Sandy High School (SHS, formerly known as Sandy Union High School) is a public high school in the northwest United States, located in Sandy, Oregon, 30 mi east of Portland. Originally located in a two-story schoolhouse in 1917, the high school was given its own standalone brick structure in 1923 to accommodate a growing student body as the Portland metropolitan area and surrounding cities expanded in population; that building is used now as Cedar Ridge Middle School.

The high school continued to expand throughout the 20th century, with numerous additions and exterior buildings being added to its campus (then located at 17100 Bluff Road). In 2008, voters approved an education bond enabling the construction of a new school building. The new building, constructed on a budget of $75 million, opened in September 2012, and features various updated and new technologies absent from the previous school, including a 500-seat auditorium, outdoor learning and vocational spaces, geothermal heating, and greywater recycling.

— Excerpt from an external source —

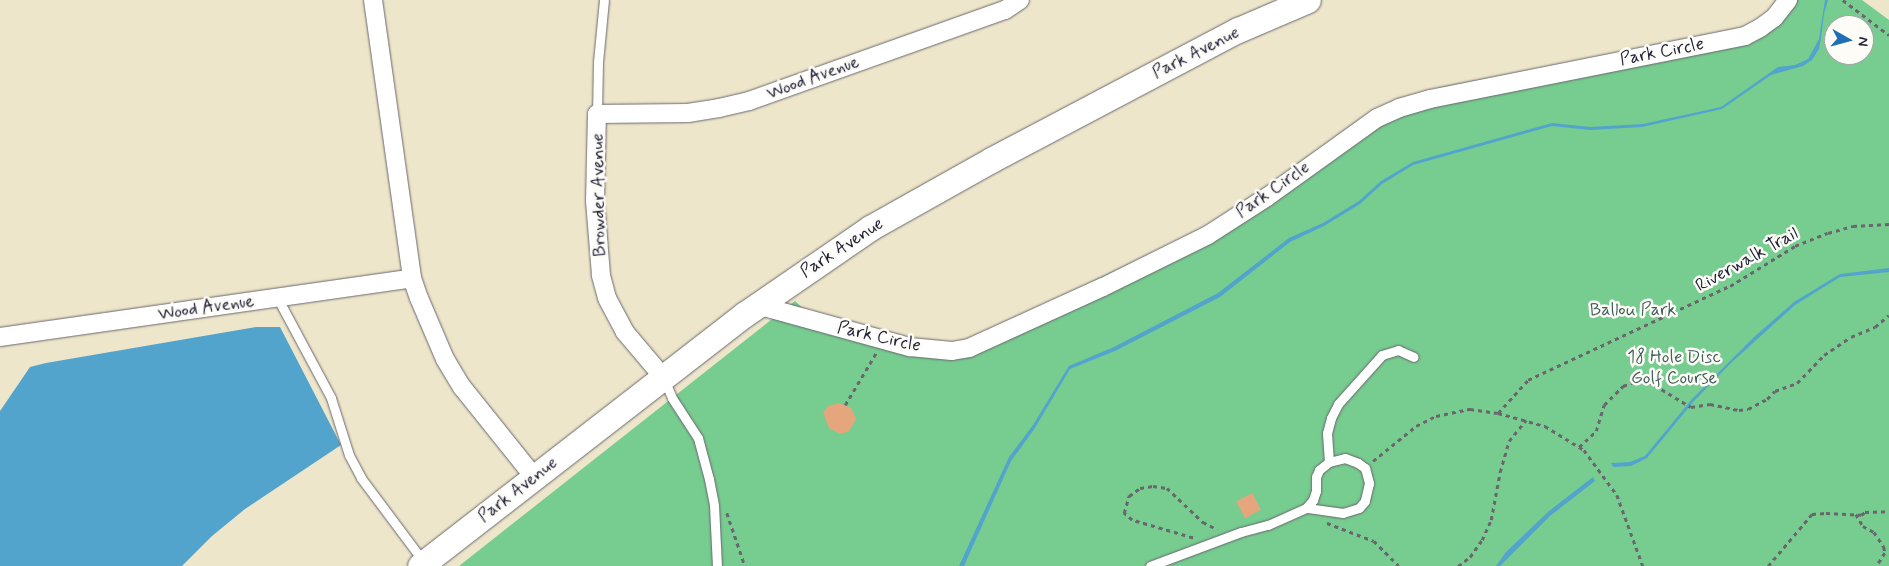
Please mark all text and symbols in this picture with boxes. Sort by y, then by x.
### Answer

Since 1997, Sandy High School has been operated by the Oregon Trail School District, and is the district's only high school.

==History==
Sandy Union High School was formally established in 1917, with the first graduating class consisting of 12 students, all of whom were female. Prior to this, in 1908, as the city of Sandy grew, a two-story schoolhouse had been established to accommodate students of all ages. By 1914, one room of the building's second floor was used exclusively for high school students.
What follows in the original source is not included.